══ Raw data

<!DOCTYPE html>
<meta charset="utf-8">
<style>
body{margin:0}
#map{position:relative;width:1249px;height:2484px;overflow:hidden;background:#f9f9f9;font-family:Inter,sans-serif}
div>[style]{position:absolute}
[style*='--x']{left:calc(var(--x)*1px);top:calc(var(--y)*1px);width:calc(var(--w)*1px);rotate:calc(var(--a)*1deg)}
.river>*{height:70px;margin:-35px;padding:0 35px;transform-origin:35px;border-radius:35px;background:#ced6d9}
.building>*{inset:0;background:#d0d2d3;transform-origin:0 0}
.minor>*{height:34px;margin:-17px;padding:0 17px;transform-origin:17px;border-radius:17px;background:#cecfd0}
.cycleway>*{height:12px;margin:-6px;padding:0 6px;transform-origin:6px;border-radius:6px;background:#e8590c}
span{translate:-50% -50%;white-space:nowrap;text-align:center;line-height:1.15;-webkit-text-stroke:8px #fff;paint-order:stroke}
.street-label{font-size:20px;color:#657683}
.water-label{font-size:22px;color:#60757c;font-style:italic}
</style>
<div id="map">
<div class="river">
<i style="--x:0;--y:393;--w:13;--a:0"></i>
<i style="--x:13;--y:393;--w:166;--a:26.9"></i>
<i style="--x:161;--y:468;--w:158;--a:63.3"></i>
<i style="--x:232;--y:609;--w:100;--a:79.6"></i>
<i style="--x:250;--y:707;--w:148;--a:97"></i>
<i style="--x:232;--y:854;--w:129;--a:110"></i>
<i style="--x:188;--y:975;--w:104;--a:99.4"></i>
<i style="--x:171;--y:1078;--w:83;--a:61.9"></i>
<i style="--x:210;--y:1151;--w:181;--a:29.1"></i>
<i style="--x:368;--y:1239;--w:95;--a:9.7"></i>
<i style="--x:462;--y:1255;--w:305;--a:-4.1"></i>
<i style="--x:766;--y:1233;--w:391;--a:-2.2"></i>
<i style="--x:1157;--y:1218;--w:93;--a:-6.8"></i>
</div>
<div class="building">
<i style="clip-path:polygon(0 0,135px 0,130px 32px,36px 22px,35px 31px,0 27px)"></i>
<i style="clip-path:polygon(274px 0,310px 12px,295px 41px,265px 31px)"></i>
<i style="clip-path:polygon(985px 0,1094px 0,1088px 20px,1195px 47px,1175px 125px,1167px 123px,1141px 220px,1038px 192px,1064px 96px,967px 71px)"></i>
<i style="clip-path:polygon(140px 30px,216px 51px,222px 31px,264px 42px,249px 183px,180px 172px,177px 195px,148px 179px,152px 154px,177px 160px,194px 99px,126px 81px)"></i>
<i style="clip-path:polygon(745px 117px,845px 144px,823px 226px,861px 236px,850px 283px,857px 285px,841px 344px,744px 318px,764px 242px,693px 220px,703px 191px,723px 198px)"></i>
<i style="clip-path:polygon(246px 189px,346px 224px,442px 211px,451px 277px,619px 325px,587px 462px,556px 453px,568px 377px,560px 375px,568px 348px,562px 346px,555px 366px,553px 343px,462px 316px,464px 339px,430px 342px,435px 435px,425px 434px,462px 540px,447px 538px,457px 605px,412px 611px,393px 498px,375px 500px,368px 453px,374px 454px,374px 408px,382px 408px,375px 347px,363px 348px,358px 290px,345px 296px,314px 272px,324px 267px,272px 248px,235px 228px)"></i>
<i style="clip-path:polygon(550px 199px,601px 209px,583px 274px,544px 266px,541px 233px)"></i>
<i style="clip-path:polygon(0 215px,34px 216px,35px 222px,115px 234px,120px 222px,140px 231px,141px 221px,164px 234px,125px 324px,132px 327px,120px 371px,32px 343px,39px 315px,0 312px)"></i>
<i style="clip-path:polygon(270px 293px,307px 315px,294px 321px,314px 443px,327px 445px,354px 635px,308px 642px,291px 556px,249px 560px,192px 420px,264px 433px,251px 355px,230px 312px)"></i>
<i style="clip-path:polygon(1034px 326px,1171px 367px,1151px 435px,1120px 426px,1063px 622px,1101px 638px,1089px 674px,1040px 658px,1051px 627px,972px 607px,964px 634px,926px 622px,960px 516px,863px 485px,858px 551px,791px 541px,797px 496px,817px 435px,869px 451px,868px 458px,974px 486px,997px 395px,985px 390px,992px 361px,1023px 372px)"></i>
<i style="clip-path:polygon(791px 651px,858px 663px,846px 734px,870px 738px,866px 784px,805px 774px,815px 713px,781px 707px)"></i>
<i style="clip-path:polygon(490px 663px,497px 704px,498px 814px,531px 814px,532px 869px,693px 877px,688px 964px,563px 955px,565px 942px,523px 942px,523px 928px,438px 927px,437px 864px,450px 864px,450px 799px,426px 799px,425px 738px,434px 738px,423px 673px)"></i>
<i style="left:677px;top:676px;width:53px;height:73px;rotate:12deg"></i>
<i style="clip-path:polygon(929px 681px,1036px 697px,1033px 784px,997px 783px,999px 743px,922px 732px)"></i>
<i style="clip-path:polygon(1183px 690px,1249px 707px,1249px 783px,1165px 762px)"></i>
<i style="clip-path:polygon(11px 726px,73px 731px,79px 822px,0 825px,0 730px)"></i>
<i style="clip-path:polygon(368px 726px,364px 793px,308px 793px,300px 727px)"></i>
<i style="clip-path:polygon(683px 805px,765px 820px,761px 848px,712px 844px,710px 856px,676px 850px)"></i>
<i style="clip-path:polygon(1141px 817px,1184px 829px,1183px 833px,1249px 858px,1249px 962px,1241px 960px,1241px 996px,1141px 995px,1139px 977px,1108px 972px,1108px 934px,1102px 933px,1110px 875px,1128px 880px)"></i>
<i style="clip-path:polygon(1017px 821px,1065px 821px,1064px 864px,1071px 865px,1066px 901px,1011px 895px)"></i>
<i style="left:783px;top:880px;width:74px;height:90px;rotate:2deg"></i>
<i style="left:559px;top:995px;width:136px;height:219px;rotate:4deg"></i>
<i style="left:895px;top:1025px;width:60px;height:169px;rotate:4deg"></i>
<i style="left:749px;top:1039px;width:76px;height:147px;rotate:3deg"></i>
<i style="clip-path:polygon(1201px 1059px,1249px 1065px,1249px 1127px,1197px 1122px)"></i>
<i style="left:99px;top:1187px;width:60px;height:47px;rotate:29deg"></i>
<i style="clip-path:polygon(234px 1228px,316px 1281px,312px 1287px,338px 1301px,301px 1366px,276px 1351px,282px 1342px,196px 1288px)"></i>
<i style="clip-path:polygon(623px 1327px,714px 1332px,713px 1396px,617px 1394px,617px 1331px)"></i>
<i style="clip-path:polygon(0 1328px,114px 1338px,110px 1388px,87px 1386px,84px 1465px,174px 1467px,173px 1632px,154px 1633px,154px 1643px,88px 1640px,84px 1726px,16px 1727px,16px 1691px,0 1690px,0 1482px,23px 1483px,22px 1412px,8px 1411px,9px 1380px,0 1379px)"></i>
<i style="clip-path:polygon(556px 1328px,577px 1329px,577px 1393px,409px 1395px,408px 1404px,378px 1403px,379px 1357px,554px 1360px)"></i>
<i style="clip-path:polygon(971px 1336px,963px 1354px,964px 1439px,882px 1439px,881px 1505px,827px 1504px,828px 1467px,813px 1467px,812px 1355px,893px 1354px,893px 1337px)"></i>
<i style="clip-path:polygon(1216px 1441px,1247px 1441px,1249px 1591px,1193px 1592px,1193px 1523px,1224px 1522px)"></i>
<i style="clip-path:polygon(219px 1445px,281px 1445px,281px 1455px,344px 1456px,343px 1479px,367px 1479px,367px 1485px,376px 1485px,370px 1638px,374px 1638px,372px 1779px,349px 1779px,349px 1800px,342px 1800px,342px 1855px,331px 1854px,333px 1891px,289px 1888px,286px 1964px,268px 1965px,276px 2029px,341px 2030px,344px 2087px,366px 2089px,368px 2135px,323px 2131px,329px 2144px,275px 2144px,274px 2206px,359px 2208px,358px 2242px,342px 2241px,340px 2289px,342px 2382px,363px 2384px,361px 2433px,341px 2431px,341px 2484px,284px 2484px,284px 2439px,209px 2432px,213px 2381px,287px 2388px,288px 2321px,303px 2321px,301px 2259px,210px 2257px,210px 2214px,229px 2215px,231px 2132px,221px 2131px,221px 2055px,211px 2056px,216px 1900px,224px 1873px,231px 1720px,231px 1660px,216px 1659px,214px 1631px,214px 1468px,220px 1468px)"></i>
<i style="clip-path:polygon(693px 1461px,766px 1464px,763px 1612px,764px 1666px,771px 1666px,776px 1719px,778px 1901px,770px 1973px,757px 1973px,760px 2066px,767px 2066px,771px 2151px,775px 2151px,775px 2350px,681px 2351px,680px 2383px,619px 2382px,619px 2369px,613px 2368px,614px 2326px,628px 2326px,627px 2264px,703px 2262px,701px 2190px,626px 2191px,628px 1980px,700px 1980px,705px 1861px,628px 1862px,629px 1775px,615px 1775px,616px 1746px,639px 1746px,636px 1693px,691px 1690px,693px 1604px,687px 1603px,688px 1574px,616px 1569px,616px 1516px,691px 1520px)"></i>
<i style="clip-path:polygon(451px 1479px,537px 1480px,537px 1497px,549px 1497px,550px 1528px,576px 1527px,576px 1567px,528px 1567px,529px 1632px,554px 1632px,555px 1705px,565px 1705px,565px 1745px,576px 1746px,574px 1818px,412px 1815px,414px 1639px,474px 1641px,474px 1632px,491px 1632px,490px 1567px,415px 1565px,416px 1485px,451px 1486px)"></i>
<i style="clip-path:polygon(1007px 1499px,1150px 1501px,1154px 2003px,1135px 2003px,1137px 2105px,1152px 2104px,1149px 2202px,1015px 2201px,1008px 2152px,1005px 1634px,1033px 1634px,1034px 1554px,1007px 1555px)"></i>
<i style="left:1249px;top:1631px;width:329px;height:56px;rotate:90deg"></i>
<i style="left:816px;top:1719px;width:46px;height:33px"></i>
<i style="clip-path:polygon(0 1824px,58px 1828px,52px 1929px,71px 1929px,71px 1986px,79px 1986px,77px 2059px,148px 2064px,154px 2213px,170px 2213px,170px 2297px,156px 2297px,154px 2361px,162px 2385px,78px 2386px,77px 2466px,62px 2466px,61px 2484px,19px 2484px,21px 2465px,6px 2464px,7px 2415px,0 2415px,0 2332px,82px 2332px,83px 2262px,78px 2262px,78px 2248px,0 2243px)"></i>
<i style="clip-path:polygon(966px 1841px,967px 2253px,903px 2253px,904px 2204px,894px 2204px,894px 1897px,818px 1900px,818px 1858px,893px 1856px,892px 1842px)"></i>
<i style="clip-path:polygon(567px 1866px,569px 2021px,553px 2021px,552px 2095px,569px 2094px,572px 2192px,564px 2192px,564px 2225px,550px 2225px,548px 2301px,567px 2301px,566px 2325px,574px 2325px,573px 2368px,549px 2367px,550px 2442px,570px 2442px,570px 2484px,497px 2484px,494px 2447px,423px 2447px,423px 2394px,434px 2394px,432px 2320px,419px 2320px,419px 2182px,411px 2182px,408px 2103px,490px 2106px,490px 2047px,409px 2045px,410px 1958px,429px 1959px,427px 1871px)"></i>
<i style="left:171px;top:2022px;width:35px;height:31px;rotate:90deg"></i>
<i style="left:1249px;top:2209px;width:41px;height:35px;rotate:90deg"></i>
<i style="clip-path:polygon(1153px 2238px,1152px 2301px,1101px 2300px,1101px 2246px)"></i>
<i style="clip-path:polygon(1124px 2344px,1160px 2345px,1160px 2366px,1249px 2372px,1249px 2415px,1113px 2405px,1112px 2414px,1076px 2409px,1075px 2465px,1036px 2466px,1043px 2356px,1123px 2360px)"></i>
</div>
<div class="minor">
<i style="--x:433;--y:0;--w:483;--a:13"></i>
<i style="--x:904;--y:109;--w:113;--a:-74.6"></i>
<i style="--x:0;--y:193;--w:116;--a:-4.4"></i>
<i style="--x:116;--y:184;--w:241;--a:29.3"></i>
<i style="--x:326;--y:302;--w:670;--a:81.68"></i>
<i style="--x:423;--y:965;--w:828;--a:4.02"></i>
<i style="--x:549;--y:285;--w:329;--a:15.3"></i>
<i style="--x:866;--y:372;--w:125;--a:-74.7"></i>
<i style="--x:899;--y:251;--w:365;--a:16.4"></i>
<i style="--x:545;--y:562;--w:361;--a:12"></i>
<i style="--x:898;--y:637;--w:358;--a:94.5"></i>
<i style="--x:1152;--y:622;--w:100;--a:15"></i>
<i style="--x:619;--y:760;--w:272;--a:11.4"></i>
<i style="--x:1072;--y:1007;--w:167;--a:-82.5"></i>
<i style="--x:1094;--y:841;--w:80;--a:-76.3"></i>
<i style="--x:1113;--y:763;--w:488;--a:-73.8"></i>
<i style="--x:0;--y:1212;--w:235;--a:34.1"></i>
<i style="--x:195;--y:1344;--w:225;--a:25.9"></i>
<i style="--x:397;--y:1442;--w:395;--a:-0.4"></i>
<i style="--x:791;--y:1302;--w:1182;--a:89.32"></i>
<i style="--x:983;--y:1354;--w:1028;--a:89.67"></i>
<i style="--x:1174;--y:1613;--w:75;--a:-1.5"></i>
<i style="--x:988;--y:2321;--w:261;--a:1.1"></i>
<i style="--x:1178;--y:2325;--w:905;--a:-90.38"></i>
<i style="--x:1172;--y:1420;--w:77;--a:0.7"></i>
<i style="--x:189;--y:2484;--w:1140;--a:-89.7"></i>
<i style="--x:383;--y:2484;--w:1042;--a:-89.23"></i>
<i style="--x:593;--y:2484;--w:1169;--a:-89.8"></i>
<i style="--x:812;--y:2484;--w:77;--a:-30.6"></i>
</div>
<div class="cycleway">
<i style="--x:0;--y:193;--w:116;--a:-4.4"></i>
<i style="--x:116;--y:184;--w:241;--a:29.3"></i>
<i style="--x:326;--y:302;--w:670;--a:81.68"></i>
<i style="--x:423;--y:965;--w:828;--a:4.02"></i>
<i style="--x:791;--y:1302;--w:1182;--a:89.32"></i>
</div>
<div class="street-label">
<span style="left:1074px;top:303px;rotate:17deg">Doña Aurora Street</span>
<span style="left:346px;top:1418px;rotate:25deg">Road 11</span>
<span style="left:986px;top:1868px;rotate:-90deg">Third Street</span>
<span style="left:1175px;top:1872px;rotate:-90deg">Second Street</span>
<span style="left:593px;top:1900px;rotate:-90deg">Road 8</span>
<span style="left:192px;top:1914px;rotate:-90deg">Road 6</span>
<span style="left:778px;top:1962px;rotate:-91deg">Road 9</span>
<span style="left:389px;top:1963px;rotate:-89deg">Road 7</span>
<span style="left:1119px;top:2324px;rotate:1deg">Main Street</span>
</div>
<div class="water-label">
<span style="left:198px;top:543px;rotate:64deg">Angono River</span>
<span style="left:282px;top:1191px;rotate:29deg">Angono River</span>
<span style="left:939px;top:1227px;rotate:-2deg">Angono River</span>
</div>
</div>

════

Take every line from the records above that has the word "position" and copy it.

▶ _Answer section_:
#map{position:relative;width:1249px;height:2484px;overflow:hidden;background:#f9f9f9;font-family:Inter,sans-serif}
div>[style]{position:absolute}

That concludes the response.